Most of the time, we don’t even know what kind of boundary to place. When we are used to functioning in relationships that don’t allow for that level of personal space, we get confused as to what are our own values versus someone else’s.
Families are a great example of this concept. Having been brought up in a culture where “your business was everyone else’s business,” it was hard for me to find my own individual voice and path. Once I did, I was criticized for every mistake I made thereafter. I had to learn to be strong and stand by my ideals. I had to learn not to be afraid to ask someone to leave it at the door. And I had to put aside my fear that there may be some people who cannot respect my boundaries, and they would inevitably leave me. I had to learn not to sacrifice my values for another’s.
Clinical Psychologist Brene Brown said, “Daring to set boundaries is about having the courage to love ourselves even when we risk disappointing others.”

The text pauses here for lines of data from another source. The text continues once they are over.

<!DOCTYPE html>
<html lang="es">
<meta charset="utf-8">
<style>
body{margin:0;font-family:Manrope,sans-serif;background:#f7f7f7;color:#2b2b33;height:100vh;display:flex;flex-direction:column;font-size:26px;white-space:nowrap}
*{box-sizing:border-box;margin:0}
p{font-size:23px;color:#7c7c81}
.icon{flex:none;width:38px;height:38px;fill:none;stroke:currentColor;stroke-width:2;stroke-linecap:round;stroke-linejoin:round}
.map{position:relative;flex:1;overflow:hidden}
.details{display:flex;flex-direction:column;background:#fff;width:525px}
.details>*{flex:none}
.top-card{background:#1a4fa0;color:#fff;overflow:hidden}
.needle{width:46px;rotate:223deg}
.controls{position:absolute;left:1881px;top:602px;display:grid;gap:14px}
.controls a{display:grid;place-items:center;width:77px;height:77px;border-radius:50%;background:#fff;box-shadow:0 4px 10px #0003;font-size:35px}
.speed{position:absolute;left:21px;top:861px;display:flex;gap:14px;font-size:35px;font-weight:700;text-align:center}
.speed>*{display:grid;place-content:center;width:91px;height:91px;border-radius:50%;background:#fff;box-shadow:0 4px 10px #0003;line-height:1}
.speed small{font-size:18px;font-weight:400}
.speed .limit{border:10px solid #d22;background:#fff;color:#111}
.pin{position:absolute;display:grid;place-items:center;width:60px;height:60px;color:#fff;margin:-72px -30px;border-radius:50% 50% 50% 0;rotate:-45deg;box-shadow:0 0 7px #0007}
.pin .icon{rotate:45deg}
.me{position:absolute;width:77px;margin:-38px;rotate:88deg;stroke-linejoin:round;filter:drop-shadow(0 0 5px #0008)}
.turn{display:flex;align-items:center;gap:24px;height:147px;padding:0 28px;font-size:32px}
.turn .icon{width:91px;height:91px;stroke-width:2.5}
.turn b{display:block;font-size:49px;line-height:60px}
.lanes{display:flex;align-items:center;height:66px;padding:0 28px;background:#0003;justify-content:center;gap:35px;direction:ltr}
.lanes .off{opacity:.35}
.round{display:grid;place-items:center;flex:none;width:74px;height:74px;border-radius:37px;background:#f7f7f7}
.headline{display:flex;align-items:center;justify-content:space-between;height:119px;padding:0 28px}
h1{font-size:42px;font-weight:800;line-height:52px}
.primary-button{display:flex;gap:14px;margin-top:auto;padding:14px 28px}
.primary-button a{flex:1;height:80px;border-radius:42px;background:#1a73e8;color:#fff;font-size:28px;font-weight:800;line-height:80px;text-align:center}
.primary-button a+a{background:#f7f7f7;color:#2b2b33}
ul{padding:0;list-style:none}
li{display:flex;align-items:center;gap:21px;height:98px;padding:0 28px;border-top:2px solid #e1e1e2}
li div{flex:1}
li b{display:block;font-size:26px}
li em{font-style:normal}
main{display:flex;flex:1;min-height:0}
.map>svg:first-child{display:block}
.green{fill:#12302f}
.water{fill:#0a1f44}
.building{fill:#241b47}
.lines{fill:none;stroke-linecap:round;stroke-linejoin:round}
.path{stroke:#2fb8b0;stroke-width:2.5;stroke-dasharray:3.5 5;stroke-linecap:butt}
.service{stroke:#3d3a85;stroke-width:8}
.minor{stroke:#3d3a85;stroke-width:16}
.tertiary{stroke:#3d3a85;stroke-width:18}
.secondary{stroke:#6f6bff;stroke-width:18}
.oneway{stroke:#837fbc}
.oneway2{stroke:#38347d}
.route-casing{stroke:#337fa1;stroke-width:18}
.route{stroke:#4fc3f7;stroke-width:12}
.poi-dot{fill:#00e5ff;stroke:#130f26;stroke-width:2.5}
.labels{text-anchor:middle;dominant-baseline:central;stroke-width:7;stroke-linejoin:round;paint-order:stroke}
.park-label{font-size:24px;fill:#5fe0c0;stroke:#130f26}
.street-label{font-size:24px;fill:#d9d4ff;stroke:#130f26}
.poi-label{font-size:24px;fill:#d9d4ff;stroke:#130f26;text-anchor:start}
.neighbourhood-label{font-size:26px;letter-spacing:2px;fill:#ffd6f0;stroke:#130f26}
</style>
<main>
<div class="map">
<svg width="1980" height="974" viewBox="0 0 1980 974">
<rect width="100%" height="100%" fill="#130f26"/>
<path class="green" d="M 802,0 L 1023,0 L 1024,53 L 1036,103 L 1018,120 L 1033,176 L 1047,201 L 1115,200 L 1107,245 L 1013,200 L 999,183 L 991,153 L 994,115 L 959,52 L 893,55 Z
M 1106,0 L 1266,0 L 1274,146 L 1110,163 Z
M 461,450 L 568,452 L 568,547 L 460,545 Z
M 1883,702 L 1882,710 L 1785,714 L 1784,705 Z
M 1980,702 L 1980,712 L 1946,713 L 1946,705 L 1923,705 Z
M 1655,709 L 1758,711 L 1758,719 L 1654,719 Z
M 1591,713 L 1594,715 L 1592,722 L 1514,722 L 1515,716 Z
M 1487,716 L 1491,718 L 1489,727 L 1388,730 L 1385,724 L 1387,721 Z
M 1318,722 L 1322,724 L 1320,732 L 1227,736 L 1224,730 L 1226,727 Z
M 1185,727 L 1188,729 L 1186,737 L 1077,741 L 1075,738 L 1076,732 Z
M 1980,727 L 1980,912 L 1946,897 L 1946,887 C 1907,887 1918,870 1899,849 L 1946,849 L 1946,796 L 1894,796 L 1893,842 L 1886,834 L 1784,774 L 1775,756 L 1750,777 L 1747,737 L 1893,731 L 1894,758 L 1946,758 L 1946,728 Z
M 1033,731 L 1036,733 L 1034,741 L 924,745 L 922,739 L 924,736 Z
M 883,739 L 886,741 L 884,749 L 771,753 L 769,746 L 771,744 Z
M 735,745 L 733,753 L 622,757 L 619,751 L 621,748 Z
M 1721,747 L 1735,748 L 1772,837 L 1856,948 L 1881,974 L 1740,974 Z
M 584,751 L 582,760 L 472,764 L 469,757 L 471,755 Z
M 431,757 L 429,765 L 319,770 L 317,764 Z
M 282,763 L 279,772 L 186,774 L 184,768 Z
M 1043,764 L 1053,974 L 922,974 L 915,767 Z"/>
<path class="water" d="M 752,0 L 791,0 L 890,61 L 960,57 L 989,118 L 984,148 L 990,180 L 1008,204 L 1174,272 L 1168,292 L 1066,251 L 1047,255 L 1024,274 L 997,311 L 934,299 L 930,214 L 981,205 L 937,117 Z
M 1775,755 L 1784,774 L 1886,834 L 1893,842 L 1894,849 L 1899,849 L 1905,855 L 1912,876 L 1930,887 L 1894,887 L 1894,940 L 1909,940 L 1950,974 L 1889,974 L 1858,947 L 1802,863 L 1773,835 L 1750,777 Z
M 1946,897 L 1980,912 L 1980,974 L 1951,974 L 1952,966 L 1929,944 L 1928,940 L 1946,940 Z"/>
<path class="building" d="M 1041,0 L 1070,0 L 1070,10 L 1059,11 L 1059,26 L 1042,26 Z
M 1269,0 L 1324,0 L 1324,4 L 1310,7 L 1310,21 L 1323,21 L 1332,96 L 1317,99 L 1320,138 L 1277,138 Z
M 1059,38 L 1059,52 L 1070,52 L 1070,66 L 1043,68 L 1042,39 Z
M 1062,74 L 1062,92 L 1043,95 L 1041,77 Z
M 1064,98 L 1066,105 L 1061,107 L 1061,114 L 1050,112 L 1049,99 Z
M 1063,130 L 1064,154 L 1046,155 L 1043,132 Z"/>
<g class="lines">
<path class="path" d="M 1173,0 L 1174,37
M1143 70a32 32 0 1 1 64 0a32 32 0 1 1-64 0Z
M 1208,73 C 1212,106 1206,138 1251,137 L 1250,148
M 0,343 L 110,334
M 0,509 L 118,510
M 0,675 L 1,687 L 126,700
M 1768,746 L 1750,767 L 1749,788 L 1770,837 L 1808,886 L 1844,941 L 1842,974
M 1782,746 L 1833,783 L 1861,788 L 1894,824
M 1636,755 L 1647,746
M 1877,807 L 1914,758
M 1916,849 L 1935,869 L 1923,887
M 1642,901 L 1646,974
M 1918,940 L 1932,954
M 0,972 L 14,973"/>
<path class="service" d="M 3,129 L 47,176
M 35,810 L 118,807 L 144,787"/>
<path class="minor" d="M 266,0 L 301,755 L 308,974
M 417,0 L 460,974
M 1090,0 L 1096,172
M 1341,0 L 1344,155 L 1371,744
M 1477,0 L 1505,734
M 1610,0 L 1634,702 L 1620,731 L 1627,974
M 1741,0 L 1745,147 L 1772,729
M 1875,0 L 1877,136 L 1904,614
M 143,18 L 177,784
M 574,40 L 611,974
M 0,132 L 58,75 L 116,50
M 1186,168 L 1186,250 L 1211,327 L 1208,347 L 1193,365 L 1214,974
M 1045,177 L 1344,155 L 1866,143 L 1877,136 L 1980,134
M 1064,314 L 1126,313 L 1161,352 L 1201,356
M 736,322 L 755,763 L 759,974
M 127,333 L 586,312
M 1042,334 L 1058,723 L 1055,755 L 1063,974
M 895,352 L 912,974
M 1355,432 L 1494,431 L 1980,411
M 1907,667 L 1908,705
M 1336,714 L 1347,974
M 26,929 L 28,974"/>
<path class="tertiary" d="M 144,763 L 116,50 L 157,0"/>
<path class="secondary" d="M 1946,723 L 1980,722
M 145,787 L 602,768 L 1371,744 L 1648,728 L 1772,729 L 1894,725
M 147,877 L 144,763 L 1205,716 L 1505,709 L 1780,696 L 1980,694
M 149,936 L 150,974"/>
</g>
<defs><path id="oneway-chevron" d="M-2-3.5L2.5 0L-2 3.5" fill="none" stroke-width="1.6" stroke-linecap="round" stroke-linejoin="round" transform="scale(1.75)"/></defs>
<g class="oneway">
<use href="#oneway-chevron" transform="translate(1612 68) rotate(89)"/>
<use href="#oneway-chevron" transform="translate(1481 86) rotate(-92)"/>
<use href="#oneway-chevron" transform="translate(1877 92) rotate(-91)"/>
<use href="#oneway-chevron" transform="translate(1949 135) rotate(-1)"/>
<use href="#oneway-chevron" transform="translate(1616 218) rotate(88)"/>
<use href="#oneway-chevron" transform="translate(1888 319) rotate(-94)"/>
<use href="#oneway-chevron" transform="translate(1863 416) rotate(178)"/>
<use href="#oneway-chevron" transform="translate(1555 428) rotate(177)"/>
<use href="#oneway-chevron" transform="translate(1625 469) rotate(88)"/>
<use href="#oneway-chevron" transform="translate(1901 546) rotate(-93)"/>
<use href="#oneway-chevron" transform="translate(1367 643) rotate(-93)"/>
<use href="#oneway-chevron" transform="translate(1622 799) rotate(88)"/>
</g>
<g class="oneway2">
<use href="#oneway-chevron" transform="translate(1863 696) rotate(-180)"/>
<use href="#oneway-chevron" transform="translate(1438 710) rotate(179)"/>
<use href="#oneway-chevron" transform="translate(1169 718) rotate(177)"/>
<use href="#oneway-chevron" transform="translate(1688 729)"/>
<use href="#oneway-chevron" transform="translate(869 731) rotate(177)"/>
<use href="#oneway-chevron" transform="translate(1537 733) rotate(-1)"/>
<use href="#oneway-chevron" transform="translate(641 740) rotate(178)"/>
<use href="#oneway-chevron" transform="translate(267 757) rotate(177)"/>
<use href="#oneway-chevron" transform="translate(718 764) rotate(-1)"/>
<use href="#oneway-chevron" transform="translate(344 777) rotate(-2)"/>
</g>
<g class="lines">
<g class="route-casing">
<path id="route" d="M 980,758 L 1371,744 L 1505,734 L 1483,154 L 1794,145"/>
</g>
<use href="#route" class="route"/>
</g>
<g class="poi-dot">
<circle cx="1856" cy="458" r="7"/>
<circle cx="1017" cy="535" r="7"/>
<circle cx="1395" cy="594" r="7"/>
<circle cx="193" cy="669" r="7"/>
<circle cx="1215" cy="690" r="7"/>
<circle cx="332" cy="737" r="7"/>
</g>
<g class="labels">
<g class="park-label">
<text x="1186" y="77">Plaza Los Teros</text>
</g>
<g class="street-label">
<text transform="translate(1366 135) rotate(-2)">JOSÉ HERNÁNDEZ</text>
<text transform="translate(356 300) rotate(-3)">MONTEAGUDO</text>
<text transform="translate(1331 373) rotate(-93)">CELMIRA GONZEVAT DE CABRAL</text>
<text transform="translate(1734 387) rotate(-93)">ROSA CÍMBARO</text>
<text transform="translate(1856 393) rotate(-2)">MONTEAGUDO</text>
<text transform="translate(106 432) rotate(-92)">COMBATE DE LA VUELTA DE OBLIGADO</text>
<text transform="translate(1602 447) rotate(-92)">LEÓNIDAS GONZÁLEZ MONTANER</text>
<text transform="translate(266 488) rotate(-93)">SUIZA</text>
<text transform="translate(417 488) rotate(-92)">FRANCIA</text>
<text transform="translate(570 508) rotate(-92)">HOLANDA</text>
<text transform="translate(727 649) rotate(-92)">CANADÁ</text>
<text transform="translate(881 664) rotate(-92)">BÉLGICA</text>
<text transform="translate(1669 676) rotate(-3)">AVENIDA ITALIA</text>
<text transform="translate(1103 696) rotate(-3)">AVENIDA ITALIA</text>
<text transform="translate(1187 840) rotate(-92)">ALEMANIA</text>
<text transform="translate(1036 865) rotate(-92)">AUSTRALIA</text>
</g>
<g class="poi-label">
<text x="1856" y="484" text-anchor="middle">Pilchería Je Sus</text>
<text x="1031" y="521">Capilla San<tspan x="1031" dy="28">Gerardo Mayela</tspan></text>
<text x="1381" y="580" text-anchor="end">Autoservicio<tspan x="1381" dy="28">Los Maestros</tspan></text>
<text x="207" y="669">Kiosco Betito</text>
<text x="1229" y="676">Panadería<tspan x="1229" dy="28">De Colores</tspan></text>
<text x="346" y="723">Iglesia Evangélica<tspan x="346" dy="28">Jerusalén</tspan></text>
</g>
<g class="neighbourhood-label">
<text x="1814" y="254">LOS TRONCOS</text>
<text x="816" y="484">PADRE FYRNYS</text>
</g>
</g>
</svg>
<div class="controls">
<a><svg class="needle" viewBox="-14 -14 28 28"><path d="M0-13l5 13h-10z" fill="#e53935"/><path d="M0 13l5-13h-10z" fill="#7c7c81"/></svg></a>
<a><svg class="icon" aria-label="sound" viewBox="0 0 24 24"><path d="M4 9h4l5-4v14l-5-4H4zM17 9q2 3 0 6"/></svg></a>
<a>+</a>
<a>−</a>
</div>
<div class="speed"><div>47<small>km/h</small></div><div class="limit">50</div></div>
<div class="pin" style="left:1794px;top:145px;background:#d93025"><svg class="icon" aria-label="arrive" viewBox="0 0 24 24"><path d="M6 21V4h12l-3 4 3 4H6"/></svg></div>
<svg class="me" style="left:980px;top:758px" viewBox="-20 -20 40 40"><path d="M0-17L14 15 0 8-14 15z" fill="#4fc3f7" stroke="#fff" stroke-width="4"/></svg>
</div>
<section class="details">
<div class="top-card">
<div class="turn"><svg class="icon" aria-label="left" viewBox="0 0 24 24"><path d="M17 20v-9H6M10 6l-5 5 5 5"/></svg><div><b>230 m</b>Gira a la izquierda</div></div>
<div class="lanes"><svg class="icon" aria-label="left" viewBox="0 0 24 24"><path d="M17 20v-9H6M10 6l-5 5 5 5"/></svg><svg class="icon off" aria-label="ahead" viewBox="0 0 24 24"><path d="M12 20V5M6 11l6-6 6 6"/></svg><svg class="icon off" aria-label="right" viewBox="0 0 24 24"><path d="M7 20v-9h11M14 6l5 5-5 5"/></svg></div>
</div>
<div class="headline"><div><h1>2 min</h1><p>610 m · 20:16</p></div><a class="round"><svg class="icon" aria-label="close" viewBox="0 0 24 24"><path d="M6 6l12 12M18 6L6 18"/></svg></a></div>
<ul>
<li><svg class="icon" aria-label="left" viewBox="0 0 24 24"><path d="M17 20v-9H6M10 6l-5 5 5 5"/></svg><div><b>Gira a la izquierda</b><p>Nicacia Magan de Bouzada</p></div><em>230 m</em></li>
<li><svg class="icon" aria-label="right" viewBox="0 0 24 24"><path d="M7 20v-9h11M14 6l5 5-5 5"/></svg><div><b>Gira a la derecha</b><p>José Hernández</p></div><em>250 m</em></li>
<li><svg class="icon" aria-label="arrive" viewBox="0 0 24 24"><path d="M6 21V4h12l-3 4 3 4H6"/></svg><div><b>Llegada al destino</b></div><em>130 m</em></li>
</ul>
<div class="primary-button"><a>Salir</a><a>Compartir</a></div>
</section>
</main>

Now, as we have been spending more time inside and seeing the reflections of who we are on the walls of our home, what a wonderful opportunity this is to decide whether or not we want to leave our shoes or our principles at the door.
Amita Nathwani is a practitioner and teacher of Ayurvedic Medicine at Surya Health and Wellness.. She is an adjunct faculty member with the Dr. Andrew Weil Center for Integrative Medicine and has a private practice in Tucson, Arizona and Durango, Colorado. She is also a Tucson Public Voices fellow with the OpEd Project.